Hit the Range and Clean Your Pie Plate
Dr. John Woods 03.05.18
The question often comes up at the range or in prep consulting about what is considered adequate accuracy with a handgun for general all around self-defense and personal protection. I have often advocated the “pie plate” concept.
Most face-to-face personal threat confrontations occur within the amazingly short distance ranges of 3 to 10 yards, with the general average being about 7 yards. That is roughly the distance across an average sized room. These are averages reported by shooting incident reports from law enforcement crime statistics. Again, just averages.

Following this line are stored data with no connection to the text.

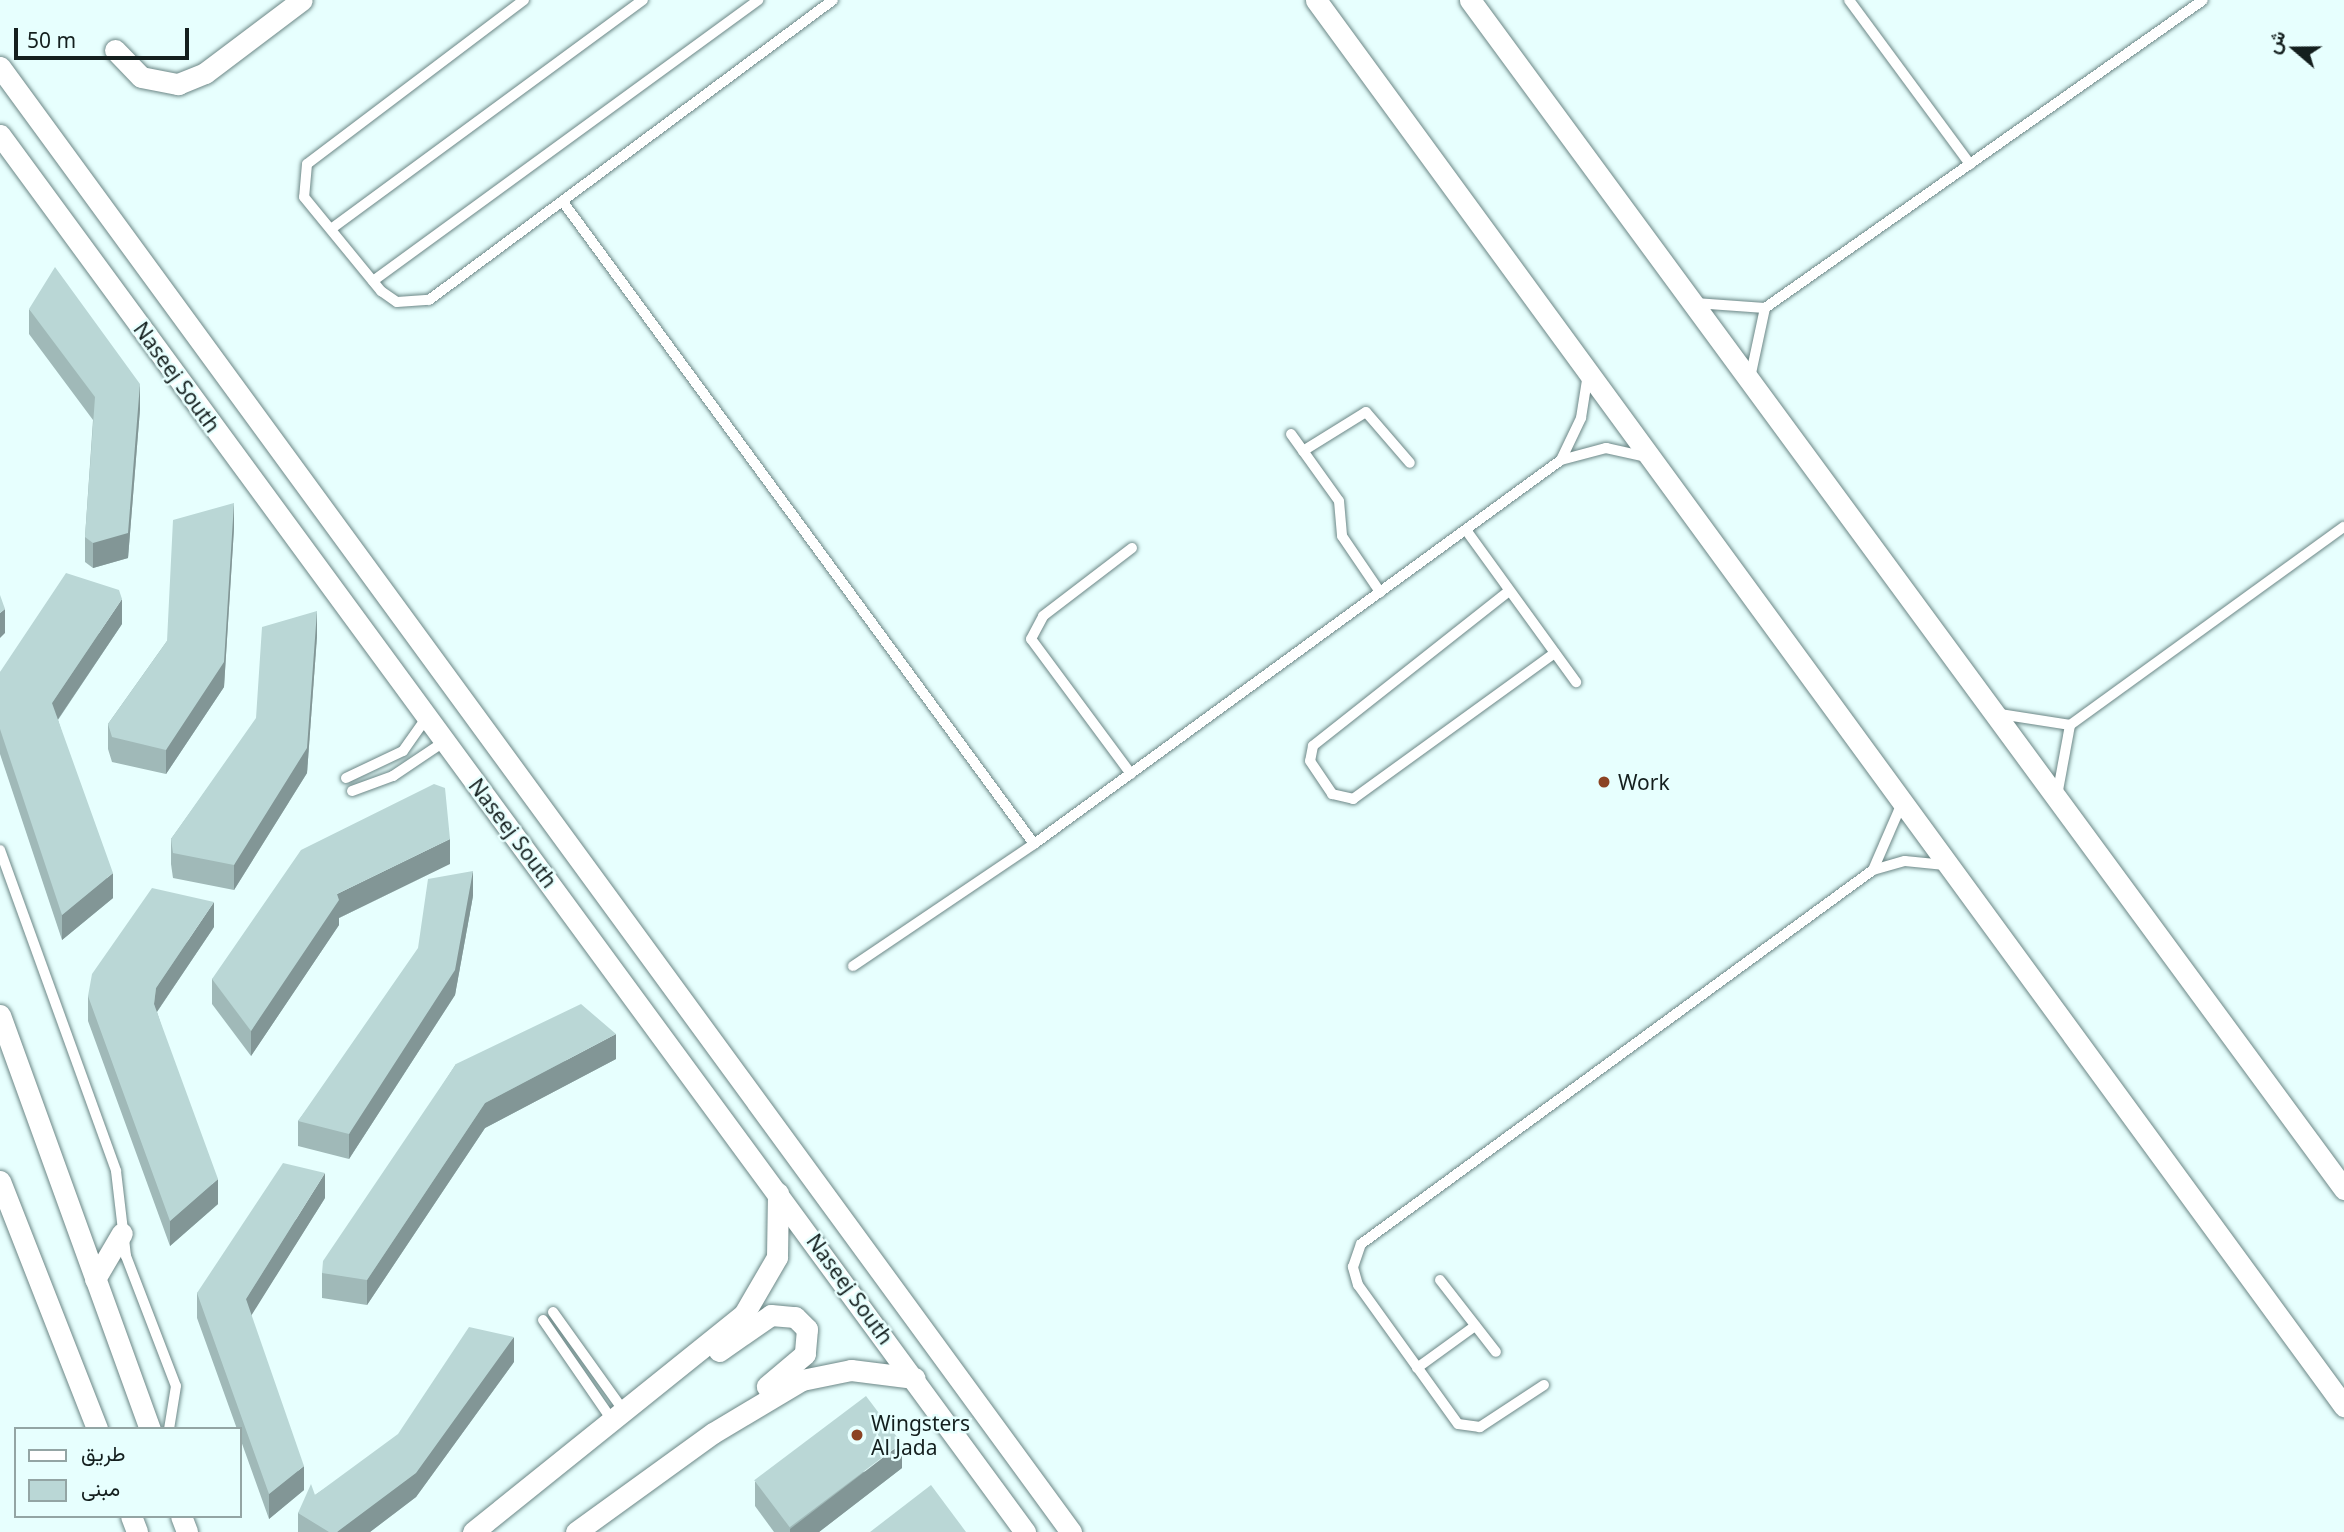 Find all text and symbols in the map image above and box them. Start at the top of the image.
scale bar [18,14,192,58]
north arrow [2260,14,2330,84]
text: 50 m [27,26,76,54]
text: ش [2259,27,2291,57]
street label: Naseej South [129,317,225,437]
place label: Work [1618,769,1670,795]
street label: Naseej South [464,773,562,893]
marker: Work [1596,774,1612,790]
street label: Naseej South [802,1229,898,1349]
place label: Wingsters Al Jada [871,1410,970,1460]
legend [14,1427,242,1518]
marker: Wingsters Al Jada [849,1427,865,1443]
text: طريق [81,1439,126,1467]
text: مبنى [81,1474,120,1502] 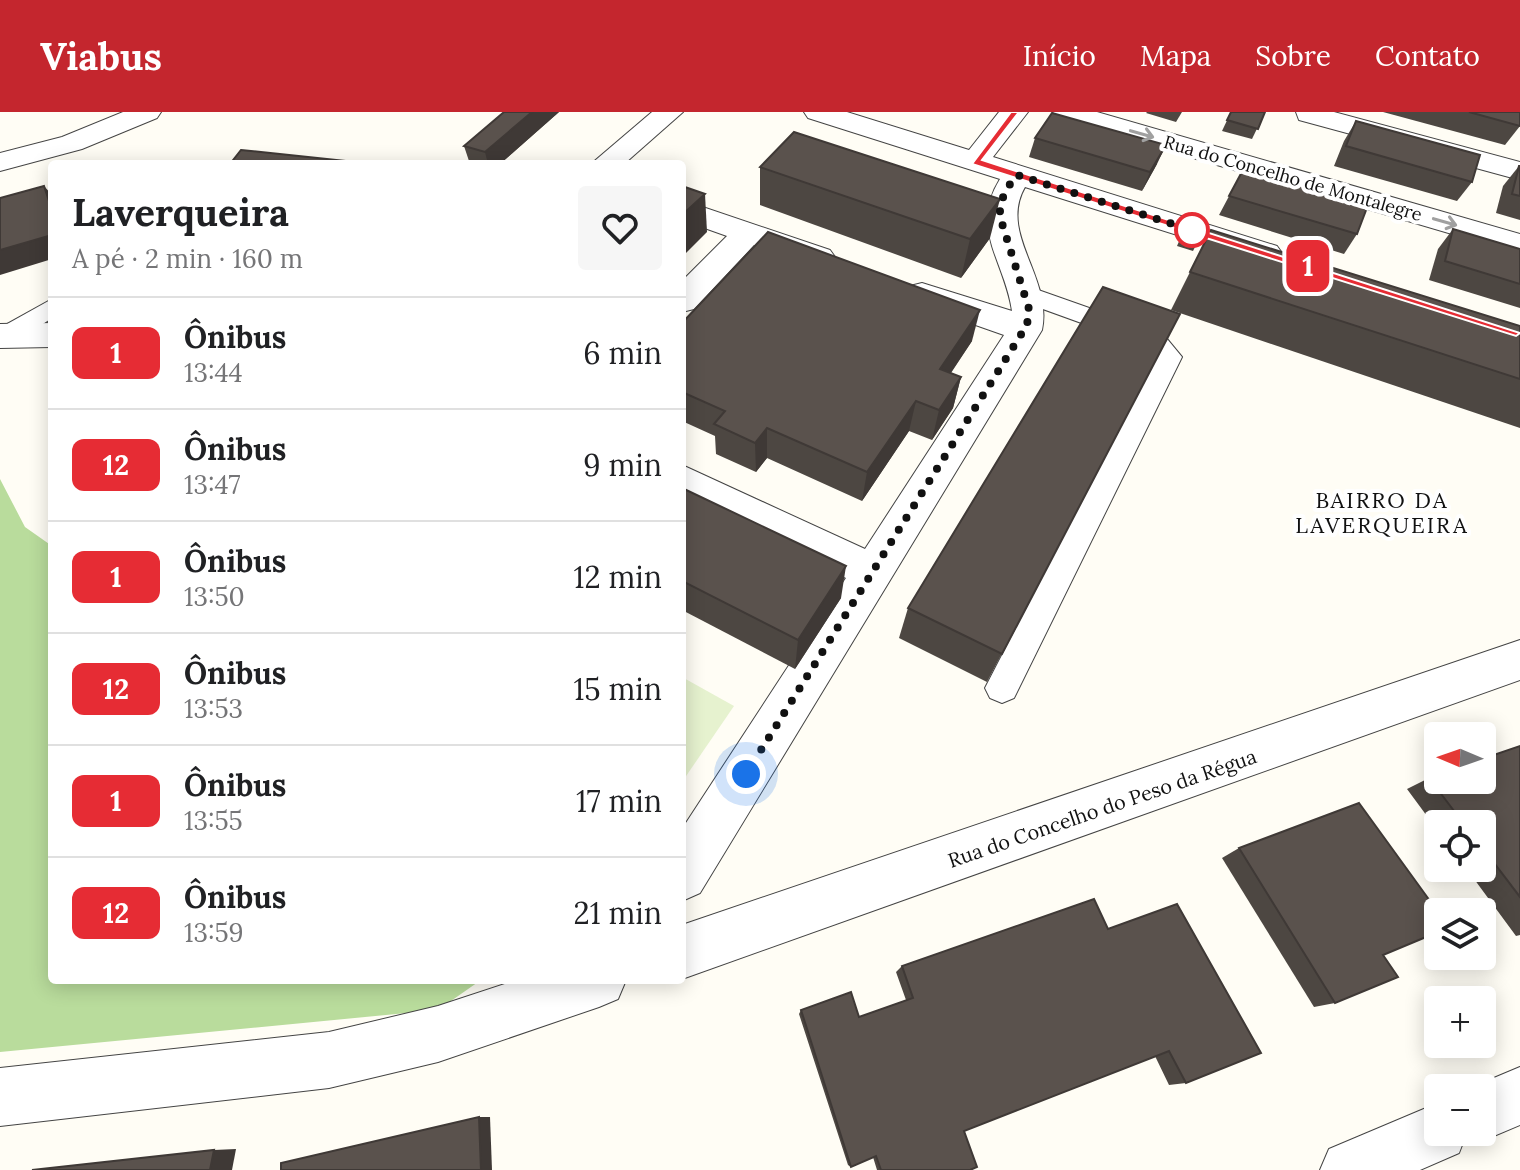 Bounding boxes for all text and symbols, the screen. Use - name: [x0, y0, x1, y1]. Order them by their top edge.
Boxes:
- text: Viabus: [40, 32, 162, 80]
- text: Início: [1023, 38, 1096, 74]
- text: Mapa: [1140, 38, 1211, 74]
- text: Sobre: [1255, 38, 1331, 74]
- text: Contato: [1375, 38, 1480, 74]
- one-way arrow: [1128, 127, 1154, 142]
- street label: Rua do Concelho de Montalegre: [1161, 130, 1425, 226]
- button: heart: [578, 186, 662, 270]
- text: Laverqueira: [72, 188, 289, 236]
- unlabelled marker: [1175, 213, 1209, 247]
- one-way arrow: [1432, 215, 1458, 230]
- line badge: 1: [1282, 240, 1334, 292]
- text: A pé · 2 min · 160 m: [72, 242, 303, 275]
- text: 1: [1302, 248, 1314, 284]
- text: Ônibus: [184, 318, 286, 356]
- text: 6 min: [583, 334, 662, 372]
- text: 1: [110, 335, 122, 371]
- text: 13:44: [184, 356, 243, 389]
- text: Ônibus: [184, 430, 286, 468]
- text: 9 min: [583, 446, 662, 484]
- text: 12: [103, 447, 129, 483]
- text: 13:47: [184, 468, 241, 501]
- district label: BAIRRO DA LAVERQUEIRA: [1295, 486, 1469, 539]
- text: Ônibus: [184, 542, 286, 580]
- text: 12 min: [574, 558, 662, 596]
- text: 1: [110, 559, 122, 595]
- text: 13:50: [184, 580, 245, 613]
- text: Ônibus: [184, 654, 286, 692]
- text: 15 min: [573, 670, 662, 708]
- text: 12: [103, 671, 129, 707]
- text: 13:53: [184, 692, 243, 725]
- north arrow: [1424, 722, 1496, 794]
- map controls: [1424, 722, 1496, 1146]
- street label: Rua do Concelho do Peso da Régua: [944, 743, 1260, 873]
- your location: [726, 754, 766, 794]
- text: Ônibus: [184, 766, 286, 804]
- text: 17 min: [576, 782, 662, 820]
- text: 1: [110, 783, 122, 819]
- text: 13:55: [184, 804, 243, 837]
- button: locate: [1424, 810, 1496, 882]
- text: Ônibus: [184, 878, 286, 916]
- text: 21 min: [574, 894, 662, 932]
- text: 12: [103, 895, 129, 931]
- button: layers: [1424, 898, 1496, 970]
- text: 13:59: [184, 916, 244, 949]
- button: +: [1424, 986, 1496, 1058]
- button: −: [1424, 1074, 1496, 1146] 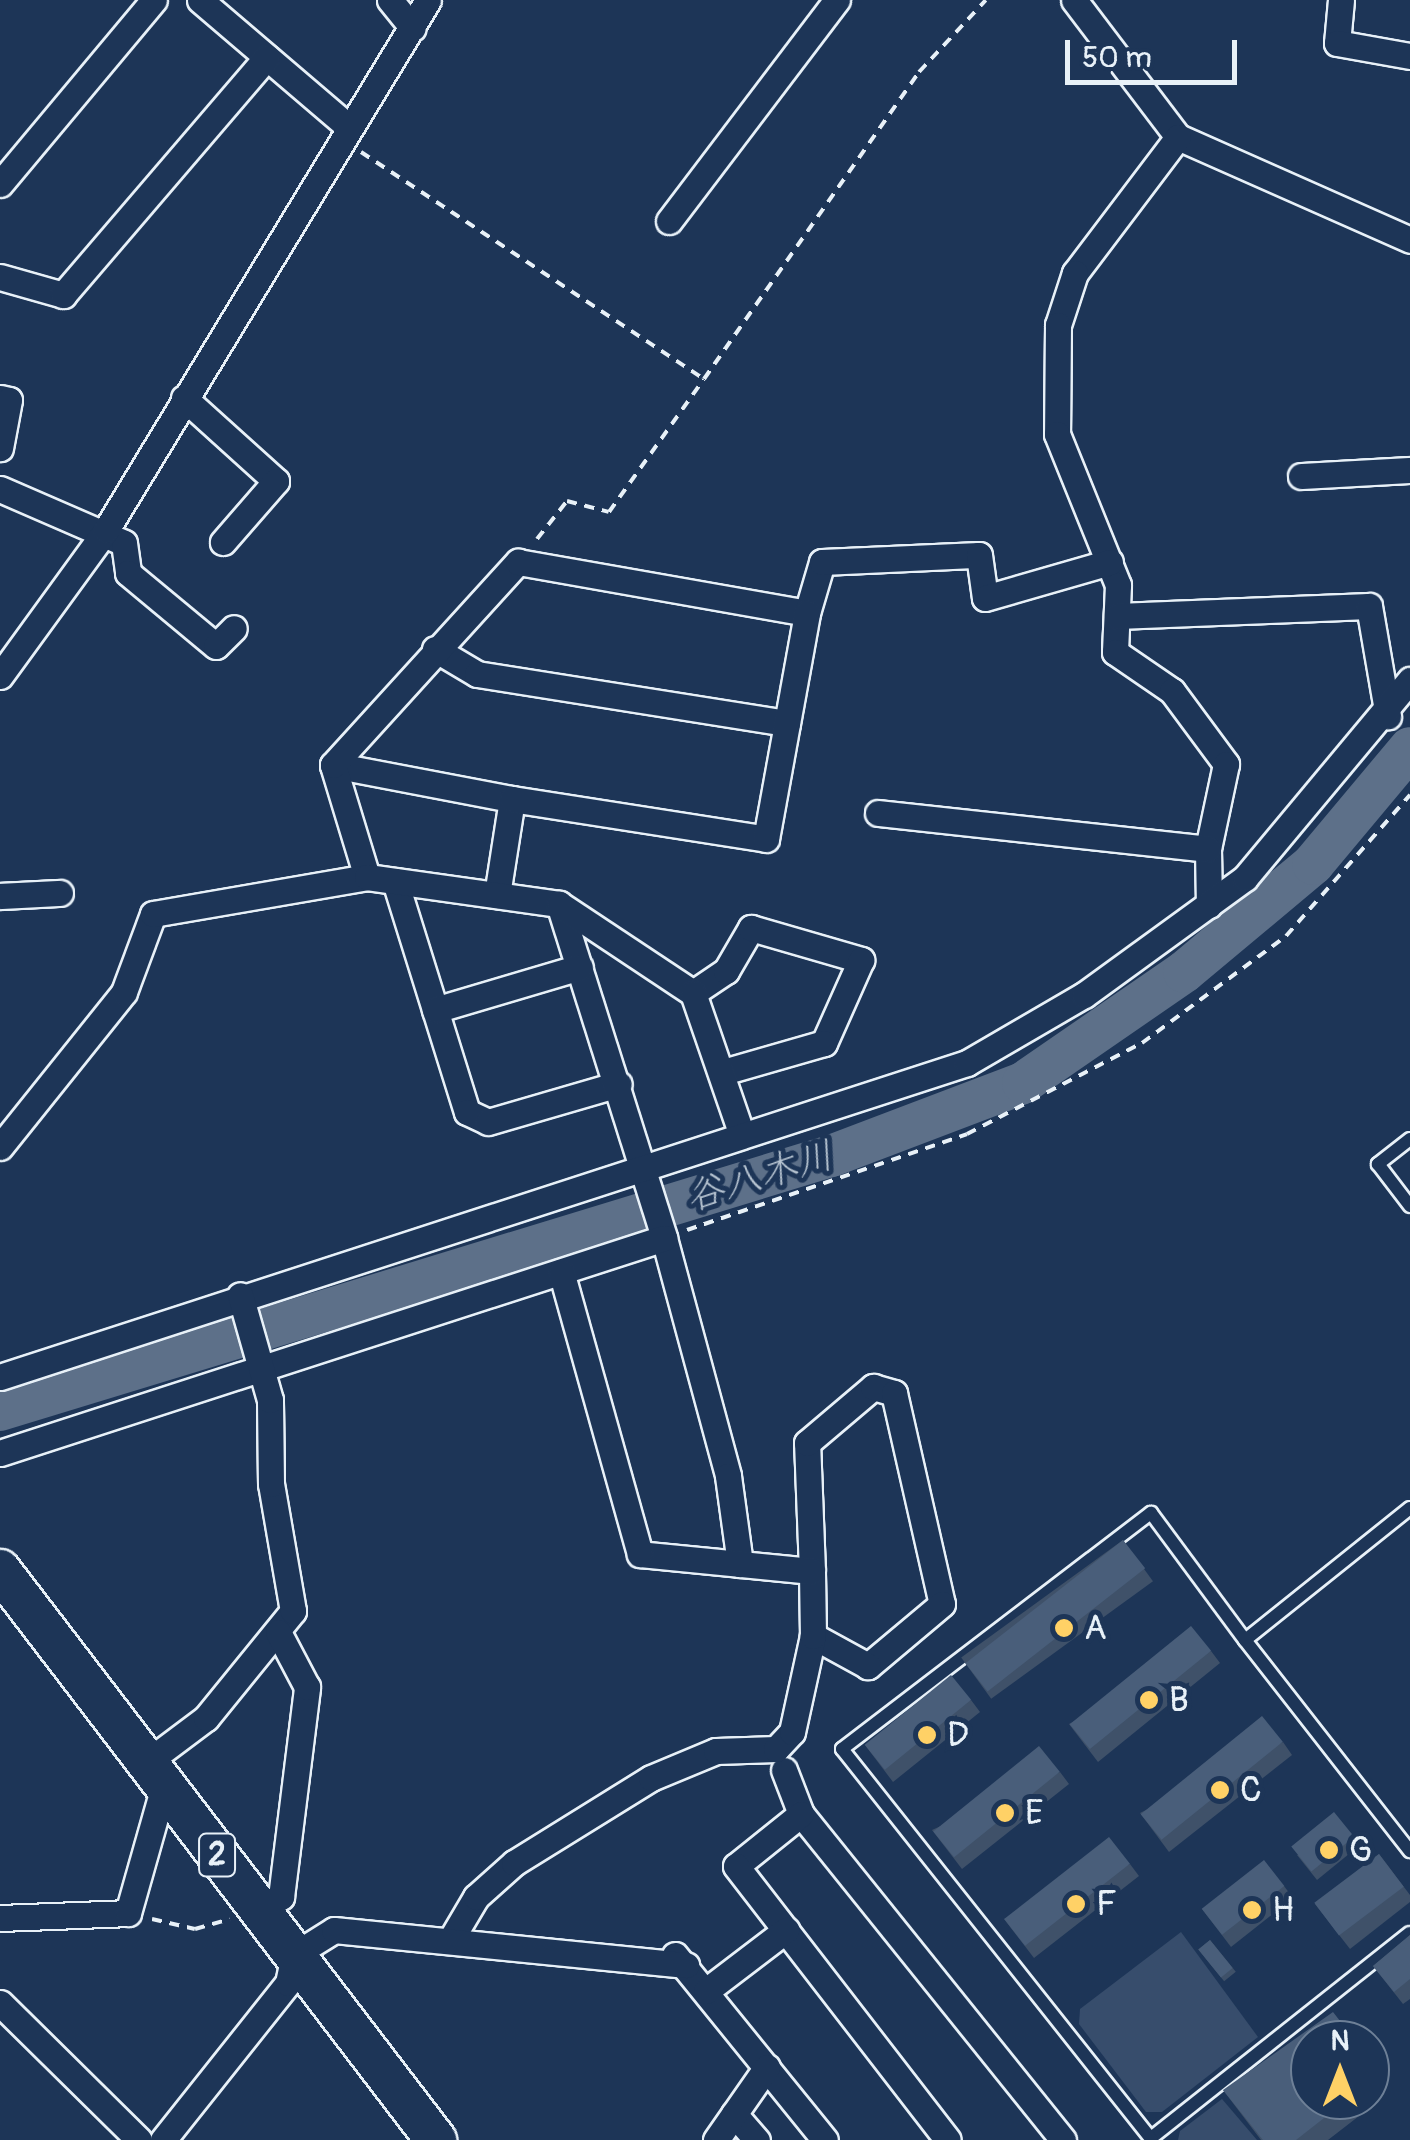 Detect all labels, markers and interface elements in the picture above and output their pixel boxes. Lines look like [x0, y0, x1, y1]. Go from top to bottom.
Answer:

Think about the situations or circumstance you may find yourself at home should a home invasion occur, outside in the yard if a drive by shooting started, or say shopping in town at the grocery store or even across a parking lot. Some distances from danger can be quite short, while others might be rather long. Be prepared for both.
Easy for us to say, but one wonders how does a person allow a threat to close the distance for a personal threat to only 3-7 yards? It can happen and much quicker than you can imagine. I once had a street vagrant sneak up behind me at a gas station within touching distance before I realized it. Those were in the days before I had a concealed carry permit or began to have an EDC at all times. Had he been an actual threat, I might not be here writing this story.
Most self-defense common sense tactics advise individuals to back away from threats to escape the situation when possible. Avoid getting forced into a corner or having to resort to an escalated response if it can be avoided, but if it cannot, then be prepared to defend yourself.
When you begin to practice your self-defense shooting or training, then, use the ranges of 3-7-10 yards initially. Hang up a 9-10 inch standard white paper plate, which represents the kill zone on a threat target’s chest. Get ready, set, aim your weapon, and concentrate as you shoot to put every round in the cylinder or magazine into the plate. Do this at all three ranges until you can consistently put every round into the plate.
Advance the training and practice by drawing from your mode of carry, IWB, OWB, pocket carry or whatever. Draw your weapon, aim and fire. Print all rounds into the plate. Initially speed is not the issue, consistent, accurate shooting is. Remember, you can’t miss enough to win.